Questo “fluido emotivo” trasforma i tifosi in una sorta di “amanti”, pronti anche a percorrere centinaia di chilometri, in qualsiasi condizione, pur di seguire l’amata. Quasi come fosse una bella donna ammiccante che lusingata promette 90 minuti (più   eventuale recupero), di infuocata passione. Salvo poi, ahimè darla (la vittoria s’intende) all’avversario. Una beffa, un tradimento autentico che rende i tifosi più cornuti dello stesso arbitro, ammesso che quest’ultimo abbia davvero una moglie fedifraga.
A proposito di sconfitte, l’Acri ha perso anche il derby ai piedi del Pollino. Da qui l’indignazione, la rabbia, la delusione dei sui tifosi. Cosa succede ai rossoneri? Fermo restando che esistono stagioni “anomale” come questa, stagioni nelle quali gli avversari sembrano avere un feeling   con la fortuna, al punto che con un solo tiro in porta in 90 minuti vincono la partita, Mentre l’Acri tra pali colpiti, parate e opportunità sfumate sembra aver stretto un patto con la sfiga.

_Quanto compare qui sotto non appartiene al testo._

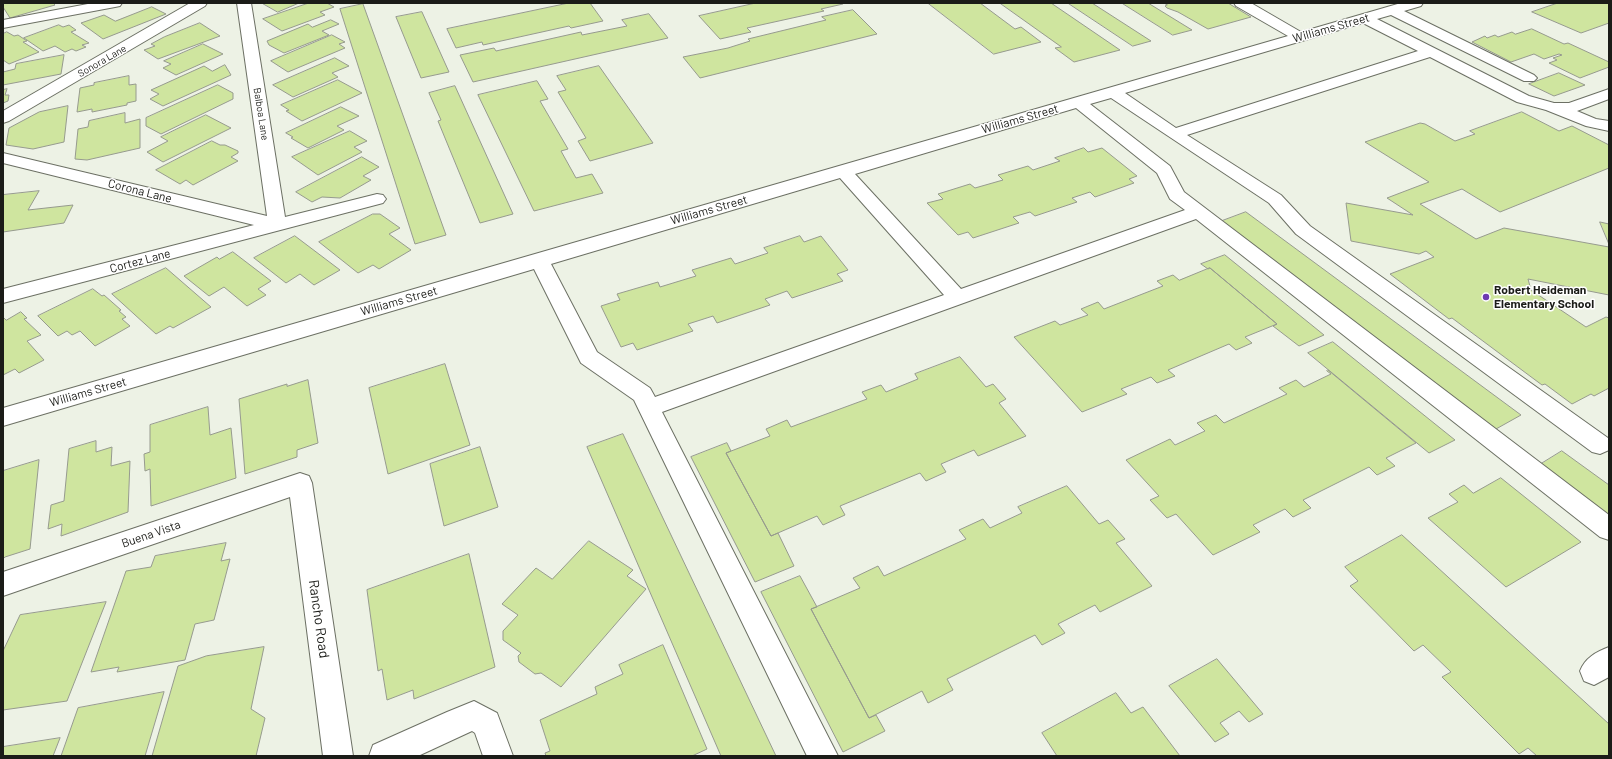 <!DOCTYPE html>
<html>
<head>
<meta charset="utf-8">
<style>
  body { margin:0 }
  #map { position:relative; width:1612px; height:759px; overflow:hidden; background:#edf2e5; font-family:Barlow,sans-serif }
  canvas { display:block }
  .frame { position:absolute; inset:0; border:4px solid #1b1c18; pointer-events:none }
</style>
</head>
<body>
<div id="map">
<canvas width="1612" height="759"></canvas>
<div class="frame"></div>
</div>
<script>
const ctx = document.querySelector('canvas').getContext('2d');
ctx.lineJoin = 'round';
function fillPath(path, color) {
  ctx.fillStyle = color;
  ctx.fill(path, 'evenodd');
}
function stroke(path, color, width, dash) {
  ctx.strokeStyle = color;
  ctx.lineWidth = width;
  ctx.lineCap = dash ? 'butt' : 'round';
  ctx.setLineDash(dash || []);
  ctx.stroke(path);
}
function write(font, color, halo, rows, align = 'center') {
  ctx.font = font + ' Barlow,sans-serif';
  ctx.lineWidth = 3;
  ctx.setLineDash([]);
  ctx.textBaseline = 'middle';
  ctx.strokeStyle = halo;
  ctx.fillStyle = color;
  for (const [text, x, y, turn = 0] of rows) {
    ctx.save();
    ctx.translate(x, y);
    ctx.rotate((+turn || 0) * Math.PI / 180);
    ctx.textAlign = isNaN(turn) ? turn : align;
    if (halo) ctx.strokeText(text, 0, 0);
    ctx.fillText(text, 0, 0);
    ctx.restore();
  }
}
const building = new Path2D(`
  M3,3h50l2,2 -45,13 -7,-11z
  M262,3h37l-21,9z
  M309,3h18l7,4 -14,5 5,3 -43,16 -19,-12z
  M569,3h21l13,18 -32,7 -2,-2 -86,19 -1,-3 -26,6 -9,-19z
  M756,3h87v1l-22,5 3,2 -77,17 4,4 -31,7 -21,-23z
  M928,3h52l35,26 6,-2 20,15 -47,12z
  M1000,3h51l69,47 -46,12 -19,-14 6,-1z
  M1068,3h24l59,38 -18,5z
  M1122,3h26l44,27 -19,5z
  M1164,3h64l23,14 -43,12 -30,-17 -11,-4 -2,-2 2,-1z
  M1558,3h51v20l-28,10 -49,-21z
  M363,4l83,231 -31,9 -75,-235z
  M152,7l14,7 -63,25 -22,-16 23,-8 11,6z
  M853,10l24,24 -177,44 -17,-21 45,-9 22,-7 -2,-2 78,-19 -4,-3z
  M422,12l27,60 -28,6 -25,-61z
  M649,14l19,24 -195,44 -13,-27 34,-7 2,3 85,-19 1,3 45,-9 -5,-6z
  M331,20l8,4 -17,7 7,4 -45,18 -15,-8 -2,-4 41,-17 4,3z
  M200,23l20,13 -62,23 -14,-9 11,-4 -4,-2 13,-7z
  M59,25l4,2 6,-2 7,5 -5,2 18,11 -7,2 4,2 -10,4 -4,-2 -7,3 -10,-6 -12,5 -19,-13z
  M1532,29l32,15 4,-1 41,19v5l-29,11 -31,-15 8,-3 -4,-2 9,-3 -3,-1 -15,5 -10,-5 -23,8 -39,-20 13,-6 2,2 8,-3 3,2 14,-5 3,2z
  M7,32l7,4 4,-1 9,6 -4,1 16,10 -30,12 -6,-4v-26z
  M332,35l13,7 -6,2 6,4 -57,24 -17,-11z
  M203,44l20,10 -47,21 -13,-7 8,-4 -7,-3z
  M64,55l-3,19 -58,11v-13l12,-3 1,-5z
  M335,58l14,8 -17,7 6,4 -45,20 -20,-12z
  M225,65l6,10 -68,31 -13,-7 9,-5 -8,-4 53,-24 8,5z
  M599,66l54,77 -63,18 -12,-20 8,-3 -28,-46 8,-2 -9,-14z
  M1559,73l26,12 -31,11 -25,-12z
  M129,76v9l7,-1v17l-9,2v2l-35,7v-3l-15,3 3,-24 14,-3v-2z
  M338,80l24,13 -60,28 -16,-10 3,-1 -8,-5z
  M537,81l11,18 -8,2 28,48 -7,2 15,27 16,-4 11,19 -69,18 -56,-116z
  M218,85l15,8v6l-72,35 -15,-8v-8z
  M455,86l58,128 -33,9 -42,-102 3,-1 -12,-27z
  M7,89l-2,6h4l-1,6 -5,2v-13z
  M68,106l-4,36 -31,7 -27,-4 3,-17 30,-16z
  M341,107l18,9 -22,10 7,4 -36,18 -17,-10 2,-1 -7,-4z
  M1522,112l37,19 13,-5 37,19v23l-109,44 -38,-23 -42,15 56,35 28,-11 105,19v48l-81,-16 3,11 55,37 20,-10 3,1v70l-15,8 -3,-2 -19,10 -27,-20 -3,1 -90,-67 -3,1 -59,-45 44,-17 -8,-6 -7,3 -68,-13 -5,-38 67,12 -26,-17 42,-16 -64,-40 55,-19 5,1 30,17 20,-7 -5,-3z
  M125,113v10l15,-4v29l-53,12 -12,-1 3,-30 10,-2 1,-6z
  M206,115l25,13 -68,34 -16,-10 21,-11 -7,-4z
  M350,131l17,10 -13,6 8,5 -44,23 -26,-18z
  M212,141l8,4h5l13,6v2l-7,4 7,4 -45,24 -7,-5 -6,4 -24,-14z
  M1084,148l4,4 14,-4 35,28 -8,3 5,4 -39,14 -5,-5 -18,6 5,4 -42,14 -5,-4 -17,5 6,6 -46,15 -5,-6 -10,3 -31,-32 16,-4 -5,-5 32,-10 5,4 28,-8 -5,-5 30,-9 5,4 27,-9 -5,-3z
  M362,157l17,10 -16,9 8,4 -31,18 -18,-1 -10,5 -16,-10z
  M39,191l-11,19 45,-5 -9,18 -61,9v-37z
  M1246,212l275,203 -25,14 -274,-208z
  M373,214h7l20,14 -11,6 22,16 -32,19 -6,-4 -15,8 -39,-31z
  M1600,222l9,2v20z
  M295,236l45,34 -26,15 -14,-11 -14,9 -32,-25z
  M800,236l4,6 17,-6 27,34 -11,4 6,7 -51,17 -5,-7 -22,8 5,6 -53,18 -4,-7 -25,8 5,7 -56,19 -4,-7 -12,4 -20,-41 19,-6 -3,-6 41,-12 2,5 36,-11 -4,-6 39,-12 4,6 33,-11 -4,-5z
  M233,252l38,29 -13,8 8,6 -19,11 -23,-19 -15,9 -25,-20 33,-19 2,2z
  M1225,255l99,80 -25,11 -26,-20 4,-2 -67,-56 -2,1 -7,-5z
  M166,268l45,39 -38,21 -3,-2 -14,8 -44,-40z
  M1210,268l67,56 -32,13 7,6 -16,7 -7,-6 -61,26 7,6 -18,7 -6,-6 -30,12 6,5 -45,18 -68,-75 41,-16 5,4 28,-10 -7,-6 17,-7 6,7 59,-23 -6,-5 16,-6 6,5z
  M93,289l9,7 2,-1 17,15 -2,1 7,6 -4,2 8,7 -35,20 -15,-15 -8,4 -5,-4 -9,5 -20,-20z
  M21,312l6,6 -3,1 17,16 -14,6 17,19 -25,13 -4,-4 -12,6v-58l3,3z
  M1333,342l122,98 -26,13 -121,-100z
  M960,357l26,30 7,-3 13,15 -7,4 27,33 -48,20 -4,-6 -33,14 5,8 -20,9 -6,-8 -80,33 5,9 -22,10 -6,-9 -46,20 -45,-83 44,-17 -4,-7 21,-9 4,7 76,-28 -5,-7 19,-7 5,7 32,-13 -3,-5z
  M445,364l25,81 -82,29 -19,-86z
  M1328,370l88,73 -30,15 9,8 -18,9 -8,-8 -66,33 8,8 -18,9 -8,-8 -32,16 7,7 -47,23 -37,-41 -9,4 -17,-18 9,-4 -33,-36 44,-21 5,6 30,-14 -8,-8 19,-8 8,8 63,-29 -8,-6 17,-8 8,7 27,-13 -4,-3z
  M308,380l10,63 -21,7v7l-52,17 -6,-75 48,-15v2z
  M208,407l2,28 21,-7 5,50 -85,28 -1,-37 -5,2 -1,-17 6,-2v-27z
  M623,434l153,322h-55l-134,-309z
  M96,441v11l16,-5 -1,19 19,-5 -2,51 -67,24 1,-12 -14,5 3,-24 13,-4 5,-52z
  M727,443l4,8 -5,2 45,83 7,-3 16,33 -39,16 -64,-125z
  M480,447l18,60 -54,19 -14,-62z
  M1562,451l47,34v30l-68,-51z
  M39,460l-9,89 -25,8 -2,2v-88z
  M1501,478l80,64 -75,45 -78,-69 30,-16 -9,-8 15,-9 9,8z
  M1067,486l32,38 9,-4 17,19 -9,4 36,43 -52,26 -5,-7 -37,19 7,9 -23,12 -7,-10 -88,44 6,11 -25,13 -6,-12 -53,27 -58,-109 49,-21 -7,-10 25,-12 6,10 82,-37 -7,-9 24,-11 7,9 32,-15 -4,-6z
  M1402,535l207,189v32h-72l-9,-8 -9,6 -77,-77 9,-5 -28,-27 -9,6 -64,-65 8,-5 -13,-14z
  M589,541l44,29 -6,6 19,13 -85,98 -20,-14 -6,1 -16,-12 -1,-6 3,-3 -18,-13v-9l15,-16 -16,-11 34,-36 16,11z
  M226,543l-5,18 9,-2 -16,61 -19,4 -10,36 -68,12 2,-5 -28,5 35,-101 25,-4 4,-11z
  M469,554l26,113 -81,32 -1,-9 -26,10 -5,-31 -4,2 -11,-81z
  M800,576l17,31 -6,2 58,109 7,-3 9,16 -42,21 -82,-160z
  M106,602l-39,99 -64,9v-59l17,-36z
  M663,645l44,104 -15,7h-146l-1,-3 5,-2 -10,-31 57,-26 -2,-7 28,-13 -4,-9z
  M264,647l-13,62 14,9 -9,38h-104l26,-90 28,-10z
  M1217,659l46,55 -14,8 -10,-11 -19,12 9,11 -14,8 -46,-56z
  M164,692l-19,64h-84l17,-48z
  M1116,693l15,20 12,-6 37,49h-123l-15,-23z
  M60,738l-7,18h-50v-9z`);
fillPath(building, '#cfe59f');
stroke(building, '#969a8e', 1);
const minor = new Path2D(`
  M93,3h29l-2,3 -5,1 -112,21v-8z
  M190,3h17l-2,3 -196,115 -6,2v-12z
  M237,3h14l34,214 92,-23 6,1 3,4 -3,4 -380,100v-14l251,-64 -251,-62v-10l264,63z
  M1234,3h17l50,29 100,-29h22l-2,3 -17,5 130,64 3,3 -3,3h-10l-133,-66 -14,4 152,77 25,7h15l40,-14v10l-32,12 19,8 13,2v10l-23,-5 -40,-16 -29,-8 -87,-45 -243,78 94,60 29,31 298,212 1,12 -9,4 -8,-2 -296,-218 -27,-31 -158,-105 -21,6 80,62 14,26 425,323v25l-9,-3 -404,-318 -534,193 176,344h-31l-173,-356 -53,-37 -47,-94 -531,157v-18l1285,-372 -52,-30zM1363,23l55,28 -242,77 -51,-35zM1076,108l81,65 13,26 15,11 -224,79 -106,-115zM840,178l104,117 -289,102 -5,-9 -53,-36 -46,-88z
  M300,473l9,3 3,7 41,273h-30l-33,-259 -287,99v-24z
  M1609,647v30l-15,8 -10,-4 -4,-10c5,-13 16,-19 29,-24z
  M474,701l23,12 16,43h-30l-8,-23 -3,-2 -54,25h-49l4,-11 74,-33z`);
stroke(minor, '#6c7064', 2);
fillPath(minor, '#fff');
for (const [x, y, r, color] of [
  [1486,297,4,"#6d3ab1"]
]) {
  const dot = new Path2D();
  dot.arc(x, y, r, 0, 2 * Math.PI);
  ctx.fillStyle = color;
  ctx.fill(dot);
  stroke(dot, '#fff', 1.5);
}
write('10px', '#1b1c18', '#fff', [
  ["Sonora Lane",102,61,-30],
  ["Balboa Lane",261,114,81]
]);
write('12px', '#1b1c18', '#fff', [
  ["Williams Street",1331,28,-16],
  ["Williams Street",1020,119,-16],
  ["Corona Lane",140,191,14],
  ["Williams Street",709,210,-16],
  ["Cortez Lane",140,261,-15],
  ["Williams Street",399,301,-16],
  ["Williams Street",88,392,-16],
  ["Buena Vista",151,534,-19]
]);
write('bold 12px', '#1b1c18', '#fff', [
  ["Robert Heideman",1494,290],
  ["Elementary School",1494,304]
], 'left');
write('14px', '#1b1c18', '#fff', [
  ["Rancho Road",319,619,82]
]);
</script>
</body>
</html>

Al netto della sfortuna però, bisogna ammettere che la squadra ci mette del suo nell’alimentare questa fase negativa. Ad esempio: alcuni giocatori, tra più esperti ed attesi, non forniscono prestazioni all’altezza delle aspettative. Di conseguenza nella fase offensiva si concretizza poco. La squadra difetta nel produrre un gioco efficace da imporre all’avversario e non riesce a costruire la necessaria personalità vincente. Questo nonostante l’impegno e dedizione di Adriano Fiore, il capitano.  Nel frattempo le altre squadre corrono e cercano di prendere il largo. Il rischio di compromettere gli obiettivi che la società sperava di raggiungere è sempre più alto. A mister Pascuzzo il compito di riannodare, al più presto, le fila.  La situazione è complicata al punto che alcuni anonimi tifosi hanno chiesto un intervento   dall’alto.   Richiesta ardita, ma   non   impossibile. D’altronde, se non si cambia registro, non rimane che sperare in un miracolo.